+++ Given records +++

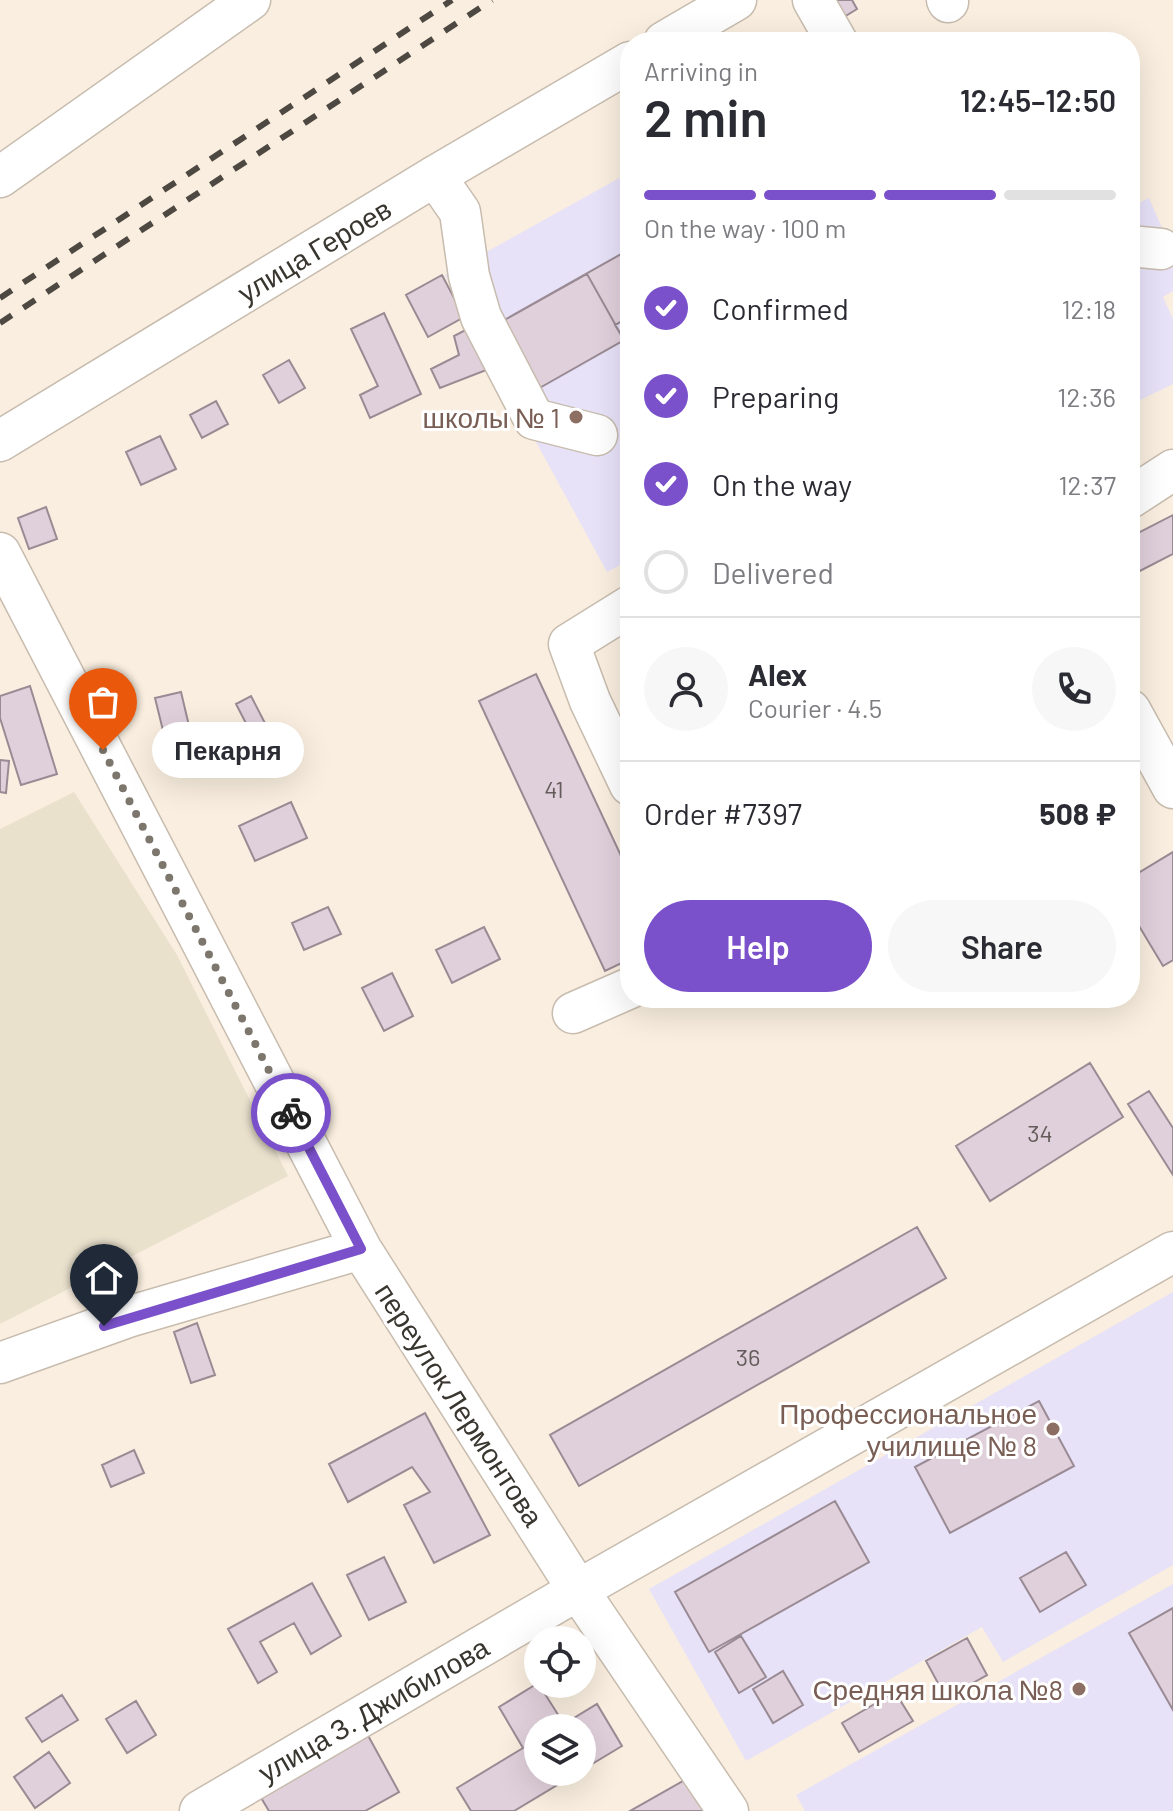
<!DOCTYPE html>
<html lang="en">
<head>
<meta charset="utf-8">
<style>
	:root { --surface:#fff; --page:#f7f7f7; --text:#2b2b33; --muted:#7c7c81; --line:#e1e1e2; --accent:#7a51ca }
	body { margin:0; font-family:Barlow,sans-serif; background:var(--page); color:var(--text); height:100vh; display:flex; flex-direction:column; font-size:30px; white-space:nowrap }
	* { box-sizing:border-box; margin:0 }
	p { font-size:26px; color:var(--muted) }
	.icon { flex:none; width:44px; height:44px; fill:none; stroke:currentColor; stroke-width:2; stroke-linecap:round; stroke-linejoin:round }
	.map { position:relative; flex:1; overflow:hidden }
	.details { position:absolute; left:620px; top:32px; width:520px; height:976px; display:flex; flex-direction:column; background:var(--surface); border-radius:32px; box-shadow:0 8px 32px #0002 }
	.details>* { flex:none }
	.controls { position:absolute; left:524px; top:1626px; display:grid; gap:16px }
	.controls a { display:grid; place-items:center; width:72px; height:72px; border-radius:50%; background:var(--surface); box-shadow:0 8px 32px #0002; font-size:40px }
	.pin { position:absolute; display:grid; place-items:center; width:68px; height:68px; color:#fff; margin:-82px -34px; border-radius:50% 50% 50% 0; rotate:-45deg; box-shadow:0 0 8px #0007 }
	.pin .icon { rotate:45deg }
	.courier { position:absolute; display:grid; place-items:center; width:80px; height:80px; margin:-40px; border:6px solid #7a51ca; border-radius:50%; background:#fff; color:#222; box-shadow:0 2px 10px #0007 }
	.bubble { position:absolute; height:56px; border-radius:28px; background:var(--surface); box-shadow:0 8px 32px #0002; font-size:26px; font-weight:600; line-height:56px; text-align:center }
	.summary em { font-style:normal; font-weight:600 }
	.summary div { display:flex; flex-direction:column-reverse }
	.summary { display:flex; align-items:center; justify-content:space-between; height:136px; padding:0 24px }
	h1 { font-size:52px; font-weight:600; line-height:60px }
	.bar { display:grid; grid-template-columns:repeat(4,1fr); gap:12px 8px; align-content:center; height:96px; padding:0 24px }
	.bar i { height:10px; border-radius:6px; background:var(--line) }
	.bar .selected { background:var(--accent) }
	.bar p { grid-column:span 4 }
	.line { display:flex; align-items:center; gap:20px; padding:0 24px; border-top:2px solid var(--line) }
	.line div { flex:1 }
	.round { display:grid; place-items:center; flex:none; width:84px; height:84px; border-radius:42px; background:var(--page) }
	ol { padding:0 24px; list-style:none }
	li { display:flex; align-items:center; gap:24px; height:88px }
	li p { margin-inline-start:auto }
	li .icon { padding:8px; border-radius:50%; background:var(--accent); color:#fff; stroke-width:4 }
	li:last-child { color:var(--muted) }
	li i { width:44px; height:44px; border:4px solid var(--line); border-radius:50% }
	.primary-button { display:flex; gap:16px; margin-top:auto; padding:16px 24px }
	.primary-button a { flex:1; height:92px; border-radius:48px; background:var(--accent); color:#fff; font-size:32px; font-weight:600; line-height:92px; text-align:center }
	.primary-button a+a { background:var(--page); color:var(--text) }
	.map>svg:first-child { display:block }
	.industrial { fill:#eae1cd }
	.education { fill:#e7e2f8 }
	.building { fill:#e0d0db; stroke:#998a94; stroke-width:2 }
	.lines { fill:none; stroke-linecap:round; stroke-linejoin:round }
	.minor-casing { stroke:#c7bcae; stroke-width:43 }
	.minor { stroke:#fff; stroke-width:40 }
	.rail { stroke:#4d4841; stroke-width:6; stroke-dasharray:14 14; stroke-linecap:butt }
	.done { stroke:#7c766d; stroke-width:8; stroke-dasharray:0 14.4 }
	.route { stroke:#7a51ca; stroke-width:10 }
	.education-dot { fill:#8d6e63; stroke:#fff; stroke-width:3 }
	.labels { text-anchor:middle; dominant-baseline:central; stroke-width:6; stroke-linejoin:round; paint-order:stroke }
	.number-label { font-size:24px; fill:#635c5a }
	.street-label { font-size:28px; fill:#39352f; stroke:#fff }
	.education-label { font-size:28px; fill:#785e54; stroke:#fff; text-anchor:end }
</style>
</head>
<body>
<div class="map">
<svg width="1173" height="1811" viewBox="0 0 1173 1811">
	<rect width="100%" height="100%" fill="#f9eedf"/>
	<path class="industrial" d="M74,792L177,955L288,1176L0,1324V829Z"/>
	<path class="education" d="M630,172V560L607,572L445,275Z
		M1149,198L1173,253V291L1163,297L1173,319V384L1130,405V207Z
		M1173,1292V1565L1003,1662L982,1627L746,1761L649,1589Z
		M1173,1584V1811H805L796,1795Z"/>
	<path class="building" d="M827,0H852L857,9L839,20Z
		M630,249V317L615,325L624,340L529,394L492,327Z
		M587,274L624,340L529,394L492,327Z
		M442,275L464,317L428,337L406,295Z
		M384,313L421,394L370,418L360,395L378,386L351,329Z
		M473,326L494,367L440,388L431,369L459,355L454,336Z
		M289,360L305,388L279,403L263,375Z
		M216,401L228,424L202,438L190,415Z
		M160,436L176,469L141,485L126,452Z
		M46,507L57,539L29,549L18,518Z
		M1173,515V554L1130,576V537Z
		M536,674L630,875V959L605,971L479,701Z
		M30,686L57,774L21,785L0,718V696Z
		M181,692L199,768L174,775L155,698Z
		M251,696L283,758L268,766L236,704Z
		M0,760L9,761L6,793L0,792Z
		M291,802L307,838L255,861L239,826Z
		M1173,852V960L1163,966L1130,911V878Z
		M328,907L341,934L304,950L292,923Z
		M484,927L500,959L452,983L436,950Z
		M392,973L413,1016L384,1031L362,988Z
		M1090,1063L1123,1117L990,1201L956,1146Z
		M1149,1091L1173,1128V1175L1128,1104Z
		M917,1227L946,1278L579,1486L550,1435Z
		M197,1323L215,1375L191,1383L174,1332Z
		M1039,1401L1074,1466L950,1533L915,1467Z
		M425,1413L490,1535L434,1563L404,1505L430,1492L412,1467L348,1502L329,1464Z
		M134,1450L144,1473L111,1487L102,1465Z
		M835,1501L869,1562L709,1652L675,1592Z
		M1066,1552L1086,1585L1040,1612L1020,1578Z
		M384,1557L406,1602L369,1620L347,1575Z
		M312,1583L341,1636L311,1654L294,1623L260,1642L277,1672L258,1683L228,1629Z
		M1173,1608V1710L1129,1633Z
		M741,1636L766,1677L739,1693L715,1652Z
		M967,1638L987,1675L946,1698L926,1661Z
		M783,1671L803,1705L773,1723L753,1689Z
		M538,1683L564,1724L597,1704L622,1746L582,1770V1728H538V1772H579L514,1811H471L457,1788L523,1748L499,1707Z
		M895,1692L913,1721L859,1752L842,1723Z
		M62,1695L78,1720L42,1742L26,1718Z
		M136,1701L156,1735L127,1753L106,1719Z
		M365,1730L399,1792L365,1811H269L257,1791Z
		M49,1752L70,1783L35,1808L14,1777Z
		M690,1777L709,1811H630Z"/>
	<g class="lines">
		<g class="minor-casing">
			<path id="minor" d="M813,0L837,42
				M947,0L948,2
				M664,42L736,0
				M435,176L460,212L469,276L481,317L534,419L597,435
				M0,177L250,0
				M1130,246L1161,249
				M0,441L435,176L630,62
				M1130,498L1173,470
				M0,553L361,1249L578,1590L728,1811
				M630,606L569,644L590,701L630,785
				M1130,710L1173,788
				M573,1013L630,988
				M0,1363L131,1316L361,1249
				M200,1811L578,1590L1173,1252"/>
		</g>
		<use href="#minor" class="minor"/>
		<path class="rail" d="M0,298L452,0
			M0,323L492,0"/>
	</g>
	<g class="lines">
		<path class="done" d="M103,750L291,1113"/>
		<path class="route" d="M104,1326L361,1249L291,1113"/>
	</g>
	<g class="education-dot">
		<circle cx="576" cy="417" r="8"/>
		<circle cx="1053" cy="1429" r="8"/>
		<circle cx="1079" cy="1689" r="8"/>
	</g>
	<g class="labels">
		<g class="number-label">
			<text x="554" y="788">41</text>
			<text x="1040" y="1132">34</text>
			<text x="748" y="1356">36</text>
		</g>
		<g class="street-label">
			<text transform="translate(314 250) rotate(-31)">улица Героев</text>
			<text transform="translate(460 1404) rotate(57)">переулок Лермонтова</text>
			<text transform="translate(373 1709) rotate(-30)">улица З. Джибилова</text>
		</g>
		<g class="education-label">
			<text x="560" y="417">школы № 1</text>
			<text x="1037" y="1413">Профессиональное<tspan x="1037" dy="32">училище № 8</tspan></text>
			<text x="1063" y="1689">Средняя школа №8</text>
		</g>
	</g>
</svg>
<div class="controls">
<a><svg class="icon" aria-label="locate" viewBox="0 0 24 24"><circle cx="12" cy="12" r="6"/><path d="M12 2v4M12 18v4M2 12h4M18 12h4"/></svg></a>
<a><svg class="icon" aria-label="layers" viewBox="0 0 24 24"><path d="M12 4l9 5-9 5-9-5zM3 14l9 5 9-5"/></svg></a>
</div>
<div class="pin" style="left:103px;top:750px;background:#ea580c"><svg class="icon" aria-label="bag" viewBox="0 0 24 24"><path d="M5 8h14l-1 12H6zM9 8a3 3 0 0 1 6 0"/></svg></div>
<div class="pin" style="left:104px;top:1326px;background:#1f2937"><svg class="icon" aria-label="home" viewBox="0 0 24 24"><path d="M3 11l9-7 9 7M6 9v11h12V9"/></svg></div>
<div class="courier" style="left:291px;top:1113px"><svg class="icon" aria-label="bike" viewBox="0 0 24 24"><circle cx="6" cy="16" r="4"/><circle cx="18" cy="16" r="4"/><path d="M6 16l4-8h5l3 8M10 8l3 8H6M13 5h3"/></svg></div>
<div class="bubble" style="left:152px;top:722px;width:152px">Пекарня</div>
<section class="details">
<div class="summary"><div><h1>2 min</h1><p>Arriving in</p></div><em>12:45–12:50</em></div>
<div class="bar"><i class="selected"></i><i class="selected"></i><i class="selected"></i><i></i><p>On the way · 100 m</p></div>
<ol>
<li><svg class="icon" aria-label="check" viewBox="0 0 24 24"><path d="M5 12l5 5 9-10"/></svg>Confirmed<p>12:18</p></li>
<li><svg class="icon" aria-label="check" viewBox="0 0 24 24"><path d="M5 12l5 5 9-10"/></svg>Preparing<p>12:36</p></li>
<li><svg class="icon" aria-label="check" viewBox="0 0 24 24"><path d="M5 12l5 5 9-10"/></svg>On the way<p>12:37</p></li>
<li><i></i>Delivered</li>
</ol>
<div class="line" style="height:144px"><a class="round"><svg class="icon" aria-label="person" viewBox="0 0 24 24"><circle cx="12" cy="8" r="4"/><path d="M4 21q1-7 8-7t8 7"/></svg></a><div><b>Alex</b><p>Courier · 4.5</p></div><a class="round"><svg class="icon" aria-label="phone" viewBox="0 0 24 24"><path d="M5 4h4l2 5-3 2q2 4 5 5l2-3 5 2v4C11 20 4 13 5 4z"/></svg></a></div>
<div class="line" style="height:104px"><div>Order #7397</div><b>508 ₽</b></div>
<div class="primary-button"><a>Help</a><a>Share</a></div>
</section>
</div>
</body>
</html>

+++

All lines above between those holding "position:relative; flex:1; overflow:hidden" and "position:absolute; left:524px; top:1626px;", inclusive, must be set down unchanged, and no other line may be included.

Answer box
	.map { position:relative; flex:1; overflow:hidden }
	.details { position:absolute; left:620px; top:32px; width:520px; height:976px; display:flex; flex-direction:column; background:var(--surface); border-radius:32px; box-shadow:0 8px 32px #0002 }
	.details>* { flex:none }
	.controls { position:absolute; left:524px; top:1626px; display:grid; gap:16px }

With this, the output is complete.